Directions => Each line of the records containing "breaks" is to be copied out and returned.

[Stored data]
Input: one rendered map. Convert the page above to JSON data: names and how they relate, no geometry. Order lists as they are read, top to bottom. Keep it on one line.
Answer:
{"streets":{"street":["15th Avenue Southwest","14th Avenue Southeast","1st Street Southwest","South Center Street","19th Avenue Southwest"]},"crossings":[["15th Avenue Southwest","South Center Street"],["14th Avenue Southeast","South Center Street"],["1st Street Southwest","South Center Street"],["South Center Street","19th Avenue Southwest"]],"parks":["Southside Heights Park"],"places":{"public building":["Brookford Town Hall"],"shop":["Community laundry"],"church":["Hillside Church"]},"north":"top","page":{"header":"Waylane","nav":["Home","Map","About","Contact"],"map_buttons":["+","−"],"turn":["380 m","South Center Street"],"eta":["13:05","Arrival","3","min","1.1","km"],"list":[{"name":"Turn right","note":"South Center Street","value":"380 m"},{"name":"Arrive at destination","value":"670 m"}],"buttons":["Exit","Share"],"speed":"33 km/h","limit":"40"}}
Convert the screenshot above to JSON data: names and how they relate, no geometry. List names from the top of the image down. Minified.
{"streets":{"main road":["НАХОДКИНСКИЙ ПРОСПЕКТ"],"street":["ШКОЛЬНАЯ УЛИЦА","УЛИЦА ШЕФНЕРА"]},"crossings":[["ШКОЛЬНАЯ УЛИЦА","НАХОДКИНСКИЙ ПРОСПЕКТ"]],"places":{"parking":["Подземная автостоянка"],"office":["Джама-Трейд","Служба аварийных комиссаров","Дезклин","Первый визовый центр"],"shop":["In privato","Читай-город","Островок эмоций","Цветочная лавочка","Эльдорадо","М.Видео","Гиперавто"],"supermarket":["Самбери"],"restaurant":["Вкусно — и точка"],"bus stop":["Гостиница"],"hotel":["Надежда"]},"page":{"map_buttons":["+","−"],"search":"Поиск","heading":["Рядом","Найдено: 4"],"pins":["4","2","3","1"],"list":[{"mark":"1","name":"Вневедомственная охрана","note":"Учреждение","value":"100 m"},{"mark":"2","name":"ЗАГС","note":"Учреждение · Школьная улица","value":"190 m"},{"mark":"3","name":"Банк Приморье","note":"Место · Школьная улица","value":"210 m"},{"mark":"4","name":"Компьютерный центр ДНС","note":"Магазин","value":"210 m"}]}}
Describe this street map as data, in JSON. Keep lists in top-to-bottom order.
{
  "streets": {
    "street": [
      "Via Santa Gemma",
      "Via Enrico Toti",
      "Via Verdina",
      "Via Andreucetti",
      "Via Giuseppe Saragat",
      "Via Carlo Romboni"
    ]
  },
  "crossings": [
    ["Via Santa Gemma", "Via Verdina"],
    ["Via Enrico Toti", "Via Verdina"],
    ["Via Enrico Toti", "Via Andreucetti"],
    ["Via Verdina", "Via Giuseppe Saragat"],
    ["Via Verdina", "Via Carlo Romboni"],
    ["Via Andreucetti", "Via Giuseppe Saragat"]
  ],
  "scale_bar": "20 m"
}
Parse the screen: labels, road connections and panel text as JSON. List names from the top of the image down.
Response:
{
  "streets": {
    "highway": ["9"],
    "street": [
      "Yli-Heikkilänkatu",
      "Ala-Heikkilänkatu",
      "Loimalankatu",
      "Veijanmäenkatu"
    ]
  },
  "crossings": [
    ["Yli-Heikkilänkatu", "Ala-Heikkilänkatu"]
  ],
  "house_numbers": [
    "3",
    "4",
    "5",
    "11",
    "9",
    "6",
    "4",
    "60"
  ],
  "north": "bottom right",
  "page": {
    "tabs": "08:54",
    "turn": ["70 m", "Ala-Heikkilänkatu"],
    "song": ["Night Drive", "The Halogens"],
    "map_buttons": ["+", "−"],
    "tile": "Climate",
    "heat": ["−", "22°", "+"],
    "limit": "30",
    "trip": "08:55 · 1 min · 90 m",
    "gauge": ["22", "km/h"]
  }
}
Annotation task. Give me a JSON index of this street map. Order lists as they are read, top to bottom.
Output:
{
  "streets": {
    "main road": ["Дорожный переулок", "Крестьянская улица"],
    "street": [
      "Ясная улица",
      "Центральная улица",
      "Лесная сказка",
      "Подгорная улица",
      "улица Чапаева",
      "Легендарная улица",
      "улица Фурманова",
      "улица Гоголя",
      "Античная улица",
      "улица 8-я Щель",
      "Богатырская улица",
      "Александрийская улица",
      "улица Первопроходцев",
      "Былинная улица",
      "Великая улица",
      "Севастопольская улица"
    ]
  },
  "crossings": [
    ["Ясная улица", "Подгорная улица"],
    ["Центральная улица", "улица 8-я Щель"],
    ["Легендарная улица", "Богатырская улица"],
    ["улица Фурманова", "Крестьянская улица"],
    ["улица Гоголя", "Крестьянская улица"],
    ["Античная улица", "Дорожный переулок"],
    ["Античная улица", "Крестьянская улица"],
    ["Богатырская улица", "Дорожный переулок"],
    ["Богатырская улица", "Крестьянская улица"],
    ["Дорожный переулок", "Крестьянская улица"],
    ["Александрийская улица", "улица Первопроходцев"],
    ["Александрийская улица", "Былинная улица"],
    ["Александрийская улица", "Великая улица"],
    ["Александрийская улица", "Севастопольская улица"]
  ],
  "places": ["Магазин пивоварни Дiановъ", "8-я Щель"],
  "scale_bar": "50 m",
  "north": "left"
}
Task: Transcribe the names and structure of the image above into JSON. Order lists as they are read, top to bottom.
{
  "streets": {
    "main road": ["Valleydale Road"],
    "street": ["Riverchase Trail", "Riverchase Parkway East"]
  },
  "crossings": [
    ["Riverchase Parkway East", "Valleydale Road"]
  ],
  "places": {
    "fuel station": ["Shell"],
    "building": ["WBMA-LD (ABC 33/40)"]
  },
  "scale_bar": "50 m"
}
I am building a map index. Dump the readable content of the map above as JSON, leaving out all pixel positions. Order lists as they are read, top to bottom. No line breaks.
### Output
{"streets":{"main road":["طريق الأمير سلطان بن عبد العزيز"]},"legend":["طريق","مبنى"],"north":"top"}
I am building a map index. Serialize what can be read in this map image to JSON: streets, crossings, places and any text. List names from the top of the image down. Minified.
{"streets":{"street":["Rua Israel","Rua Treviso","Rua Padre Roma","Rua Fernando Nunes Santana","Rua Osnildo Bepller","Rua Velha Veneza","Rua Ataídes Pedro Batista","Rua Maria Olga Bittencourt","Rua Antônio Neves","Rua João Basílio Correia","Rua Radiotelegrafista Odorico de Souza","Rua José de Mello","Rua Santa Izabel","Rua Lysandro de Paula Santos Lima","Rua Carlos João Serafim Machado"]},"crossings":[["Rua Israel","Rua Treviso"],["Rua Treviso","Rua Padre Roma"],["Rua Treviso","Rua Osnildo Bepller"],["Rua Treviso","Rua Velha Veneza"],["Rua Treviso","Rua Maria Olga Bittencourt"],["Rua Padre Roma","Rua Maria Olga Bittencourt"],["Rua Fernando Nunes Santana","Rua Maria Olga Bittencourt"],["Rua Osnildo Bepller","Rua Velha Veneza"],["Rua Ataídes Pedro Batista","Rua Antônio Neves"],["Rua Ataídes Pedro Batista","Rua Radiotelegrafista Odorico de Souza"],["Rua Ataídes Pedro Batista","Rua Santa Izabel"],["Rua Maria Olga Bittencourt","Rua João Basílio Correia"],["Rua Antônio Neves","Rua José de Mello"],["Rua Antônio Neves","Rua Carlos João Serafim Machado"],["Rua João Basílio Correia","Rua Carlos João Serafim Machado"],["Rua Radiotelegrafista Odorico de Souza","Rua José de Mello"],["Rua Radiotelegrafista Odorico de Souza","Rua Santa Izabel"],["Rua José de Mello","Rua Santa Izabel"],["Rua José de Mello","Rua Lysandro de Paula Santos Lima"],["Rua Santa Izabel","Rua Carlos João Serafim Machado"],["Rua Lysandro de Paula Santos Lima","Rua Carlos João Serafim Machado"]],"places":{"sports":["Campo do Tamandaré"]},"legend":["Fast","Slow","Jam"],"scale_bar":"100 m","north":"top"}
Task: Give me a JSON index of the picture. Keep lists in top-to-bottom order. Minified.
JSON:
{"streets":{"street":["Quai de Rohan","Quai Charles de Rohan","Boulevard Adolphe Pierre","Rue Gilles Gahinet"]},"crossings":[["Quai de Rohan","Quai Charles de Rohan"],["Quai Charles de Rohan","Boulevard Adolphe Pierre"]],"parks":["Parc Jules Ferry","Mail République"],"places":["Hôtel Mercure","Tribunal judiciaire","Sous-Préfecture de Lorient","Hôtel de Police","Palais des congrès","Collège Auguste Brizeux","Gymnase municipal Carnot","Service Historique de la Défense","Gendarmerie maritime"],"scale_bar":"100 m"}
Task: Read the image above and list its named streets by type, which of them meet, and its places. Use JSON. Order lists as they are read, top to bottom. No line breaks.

Reply =>
I am building a map index. Dump the readable content of the map above as JSON, leaving out all pixel positions. Order lists as they are read, top to bottom. No line breaks.
Task: Read the image above and list its named streets by type, which of them meet, and its places. Use JSON. Order lists as they are read, top to bottom. No line breaks.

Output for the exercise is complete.